Niagara Falls council refunds nearly $48,000 in development charges for FACS building
Niagara Falls council rejected a staff report and voted to refund almost $48,000 in development fees for the newly renovated and expanded Family and Chidren’s Services building on Canadian Drive.
Bureaucrats had said the city’s bylaw does not allow for refunds or exemptions for capital projects such as the $3.4-million FACS facility, which opened last fall. FACS had applied to either recover the $47,940 in charges, or receive a municipal grant in the same amount. City treasurer Todd Harrison also noted it is not the municipality’s responsibility to fund social agencies like FACS.
“It’s not our mandate,” he said.
However, councillors were cognizant of the fact that they have funded other organizations that also do not fall under the authority of local government.
“It’s very difficult to say no to this when we give money to other groups who don’t do nearly the same amount,” said Coun. Joyce Morocco, echoing the mood of those around the table. Coun. Wayne Thomson made the motion to support the FACS request with Coun. Victor Pietrangelo seconding. It passed unanimously.
Politicians made the decision Tuesday night in Committee of the Whole outside the view of television cameras.
The staff report noted that council has waived development charges in the past, such as to the Boys and Girls Glub of Niagara and the Stamford Volunteer Firemen’s Association, but those requests were made prior to construction of their projects.
FACS executive director Chris Steven said an application was made to the City and the Region, but discussions were taking so long that the building had to move ahead without an answer from either level of government. He was grateful for council’s support, but not necessarily pleased his group had to come back and refute a staff report.

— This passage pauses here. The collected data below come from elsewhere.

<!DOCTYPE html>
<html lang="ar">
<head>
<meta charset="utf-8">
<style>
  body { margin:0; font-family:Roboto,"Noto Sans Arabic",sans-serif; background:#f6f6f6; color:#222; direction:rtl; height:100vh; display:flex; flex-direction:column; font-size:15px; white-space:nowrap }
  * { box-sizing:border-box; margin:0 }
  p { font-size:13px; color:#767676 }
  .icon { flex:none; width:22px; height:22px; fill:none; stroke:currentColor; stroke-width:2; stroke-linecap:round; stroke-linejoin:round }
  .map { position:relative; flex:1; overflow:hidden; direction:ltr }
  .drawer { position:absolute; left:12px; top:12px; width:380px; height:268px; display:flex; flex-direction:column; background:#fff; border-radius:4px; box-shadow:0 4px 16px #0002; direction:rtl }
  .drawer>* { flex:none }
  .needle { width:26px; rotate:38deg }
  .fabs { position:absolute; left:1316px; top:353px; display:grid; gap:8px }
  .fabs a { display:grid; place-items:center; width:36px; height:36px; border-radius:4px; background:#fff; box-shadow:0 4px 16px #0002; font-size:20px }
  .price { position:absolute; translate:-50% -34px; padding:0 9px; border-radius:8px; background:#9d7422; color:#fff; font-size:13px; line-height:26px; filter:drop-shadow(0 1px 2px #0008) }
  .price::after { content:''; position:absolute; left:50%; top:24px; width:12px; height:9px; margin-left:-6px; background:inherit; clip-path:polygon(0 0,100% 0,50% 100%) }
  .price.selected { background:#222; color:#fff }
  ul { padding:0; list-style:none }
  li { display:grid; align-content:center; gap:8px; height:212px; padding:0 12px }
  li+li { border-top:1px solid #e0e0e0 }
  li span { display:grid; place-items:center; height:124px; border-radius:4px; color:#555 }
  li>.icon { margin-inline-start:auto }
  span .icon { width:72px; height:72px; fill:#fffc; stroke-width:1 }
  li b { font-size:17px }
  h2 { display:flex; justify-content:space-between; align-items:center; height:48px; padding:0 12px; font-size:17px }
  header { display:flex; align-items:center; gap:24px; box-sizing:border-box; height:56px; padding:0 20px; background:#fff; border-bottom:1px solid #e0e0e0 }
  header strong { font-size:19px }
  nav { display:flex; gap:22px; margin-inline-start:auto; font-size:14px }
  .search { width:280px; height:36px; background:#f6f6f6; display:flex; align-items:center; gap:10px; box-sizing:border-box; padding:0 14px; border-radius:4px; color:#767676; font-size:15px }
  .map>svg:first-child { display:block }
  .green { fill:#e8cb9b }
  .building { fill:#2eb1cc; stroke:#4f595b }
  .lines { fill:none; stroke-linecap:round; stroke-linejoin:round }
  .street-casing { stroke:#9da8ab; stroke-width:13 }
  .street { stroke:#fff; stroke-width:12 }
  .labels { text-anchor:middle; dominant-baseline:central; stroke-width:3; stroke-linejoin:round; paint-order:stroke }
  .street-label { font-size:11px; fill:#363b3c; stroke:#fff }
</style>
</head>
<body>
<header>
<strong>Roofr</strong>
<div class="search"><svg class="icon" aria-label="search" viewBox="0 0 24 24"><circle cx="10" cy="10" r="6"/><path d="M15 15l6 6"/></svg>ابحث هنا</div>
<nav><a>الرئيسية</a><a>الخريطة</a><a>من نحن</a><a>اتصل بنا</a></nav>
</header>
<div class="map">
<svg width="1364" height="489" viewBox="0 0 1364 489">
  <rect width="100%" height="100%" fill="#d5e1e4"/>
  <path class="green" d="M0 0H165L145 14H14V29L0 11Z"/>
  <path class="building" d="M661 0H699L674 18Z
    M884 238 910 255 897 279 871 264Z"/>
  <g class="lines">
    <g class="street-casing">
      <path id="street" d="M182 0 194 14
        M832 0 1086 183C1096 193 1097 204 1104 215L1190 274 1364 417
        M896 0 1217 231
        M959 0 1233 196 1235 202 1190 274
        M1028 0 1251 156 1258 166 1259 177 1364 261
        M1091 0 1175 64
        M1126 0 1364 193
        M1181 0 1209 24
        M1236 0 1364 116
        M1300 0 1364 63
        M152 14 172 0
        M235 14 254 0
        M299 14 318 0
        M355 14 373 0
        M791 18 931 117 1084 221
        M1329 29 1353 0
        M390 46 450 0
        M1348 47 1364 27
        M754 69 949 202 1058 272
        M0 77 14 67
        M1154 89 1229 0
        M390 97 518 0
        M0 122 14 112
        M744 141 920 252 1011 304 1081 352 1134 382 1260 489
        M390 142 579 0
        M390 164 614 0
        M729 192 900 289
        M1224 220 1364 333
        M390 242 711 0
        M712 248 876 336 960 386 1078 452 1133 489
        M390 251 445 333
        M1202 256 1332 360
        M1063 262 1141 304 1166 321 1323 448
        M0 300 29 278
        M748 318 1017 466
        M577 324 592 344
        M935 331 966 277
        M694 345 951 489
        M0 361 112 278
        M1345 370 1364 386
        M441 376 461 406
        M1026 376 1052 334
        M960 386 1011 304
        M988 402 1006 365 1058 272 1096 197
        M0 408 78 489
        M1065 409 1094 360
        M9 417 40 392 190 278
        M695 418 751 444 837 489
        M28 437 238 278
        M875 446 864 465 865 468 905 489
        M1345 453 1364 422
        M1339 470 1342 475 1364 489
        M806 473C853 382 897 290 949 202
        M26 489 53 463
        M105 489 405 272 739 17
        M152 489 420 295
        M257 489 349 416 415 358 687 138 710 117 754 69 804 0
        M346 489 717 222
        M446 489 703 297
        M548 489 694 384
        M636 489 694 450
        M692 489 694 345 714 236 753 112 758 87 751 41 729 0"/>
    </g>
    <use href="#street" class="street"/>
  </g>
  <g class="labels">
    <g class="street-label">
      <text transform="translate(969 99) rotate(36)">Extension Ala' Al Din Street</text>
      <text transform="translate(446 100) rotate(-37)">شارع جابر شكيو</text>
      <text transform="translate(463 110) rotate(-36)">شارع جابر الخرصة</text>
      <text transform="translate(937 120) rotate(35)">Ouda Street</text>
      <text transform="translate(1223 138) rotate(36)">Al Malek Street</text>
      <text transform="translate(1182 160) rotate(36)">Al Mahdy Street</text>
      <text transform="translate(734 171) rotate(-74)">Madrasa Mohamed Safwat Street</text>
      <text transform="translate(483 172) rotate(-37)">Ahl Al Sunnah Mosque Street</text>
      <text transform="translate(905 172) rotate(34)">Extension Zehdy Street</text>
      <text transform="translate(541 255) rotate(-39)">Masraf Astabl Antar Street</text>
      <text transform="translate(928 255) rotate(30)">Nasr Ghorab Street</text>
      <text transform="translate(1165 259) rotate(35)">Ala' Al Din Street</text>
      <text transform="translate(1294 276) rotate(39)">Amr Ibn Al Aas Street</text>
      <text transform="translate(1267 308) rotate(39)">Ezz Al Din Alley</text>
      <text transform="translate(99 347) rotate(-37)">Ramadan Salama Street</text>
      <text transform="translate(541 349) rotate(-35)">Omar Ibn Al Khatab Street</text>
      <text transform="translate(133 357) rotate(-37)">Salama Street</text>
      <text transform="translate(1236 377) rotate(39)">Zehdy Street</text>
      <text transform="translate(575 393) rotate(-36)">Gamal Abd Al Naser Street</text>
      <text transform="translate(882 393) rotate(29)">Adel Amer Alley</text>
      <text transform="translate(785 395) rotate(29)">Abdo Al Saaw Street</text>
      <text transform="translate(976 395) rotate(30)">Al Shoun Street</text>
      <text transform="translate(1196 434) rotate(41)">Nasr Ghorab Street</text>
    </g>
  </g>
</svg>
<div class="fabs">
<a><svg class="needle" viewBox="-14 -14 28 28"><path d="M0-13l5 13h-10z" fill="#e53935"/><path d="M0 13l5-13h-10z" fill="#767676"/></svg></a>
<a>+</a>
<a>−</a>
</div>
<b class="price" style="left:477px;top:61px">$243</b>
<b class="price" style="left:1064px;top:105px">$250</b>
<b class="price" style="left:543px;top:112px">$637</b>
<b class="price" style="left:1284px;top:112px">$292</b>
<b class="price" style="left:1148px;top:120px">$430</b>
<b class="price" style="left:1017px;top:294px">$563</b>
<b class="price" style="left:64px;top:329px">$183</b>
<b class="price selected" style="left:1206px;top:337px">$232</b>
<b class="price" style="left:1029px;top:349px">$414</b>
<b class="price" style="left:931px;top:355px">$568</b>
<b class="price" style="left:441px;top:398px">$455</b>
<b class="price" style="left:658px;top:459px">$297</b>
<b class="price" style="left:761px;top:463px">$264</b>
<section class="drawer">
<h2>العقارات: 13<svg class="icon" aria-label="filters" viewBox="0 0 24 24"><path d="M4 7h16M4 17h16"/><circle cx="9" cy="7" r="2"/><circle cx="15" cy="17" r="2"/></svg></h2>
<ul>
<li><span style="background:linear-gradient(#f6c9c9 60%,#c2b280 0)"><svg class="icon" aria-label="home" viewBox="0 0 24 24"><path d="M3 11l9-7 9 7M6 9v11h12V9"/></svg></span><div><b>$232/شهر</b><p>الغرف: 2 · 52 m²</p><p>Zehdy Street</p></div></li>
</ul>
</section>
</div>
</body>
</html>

“We’re all stewards of public funds and I certainly respect that council has a tremendous responsibility. Our board of directors … is also stewards of public funds and where there’s a reason to believe we have a shared obligation (for) support, we will turn over that last rock, we will come back to council.
“We had visited council couple years ago announcing our campaign without a particular ask for a grant or anything like that, but we had worked with city staff about a possible exemption on these development charges, and I think they anticipated to hear from us again.
“We’re not trying to be difficult. It’s a matter of asking council to join with us on this project.”
Requests such as these always on the surface seem difficult for councillors, who are facing a massive deficit and struggling to come to terms with how it can be wrestled to the ground. Yet while bemoaning the social and community services they are asked to fund on one hand, council has yet to cut a single grant or fee-for-service budget in this year’s attack on the balance sheet.
FACS will now take its request to the Region, where it hopes to have $83,150 in development charges reversed.
The FACS building in Niagara Falls was constructed with $1.67 million in infrastructure funding from the federal and provincial governments, $750,000 from the McCall MacBain Foundation and $50,000 from the Town of Fort Erie in addition to many private donations.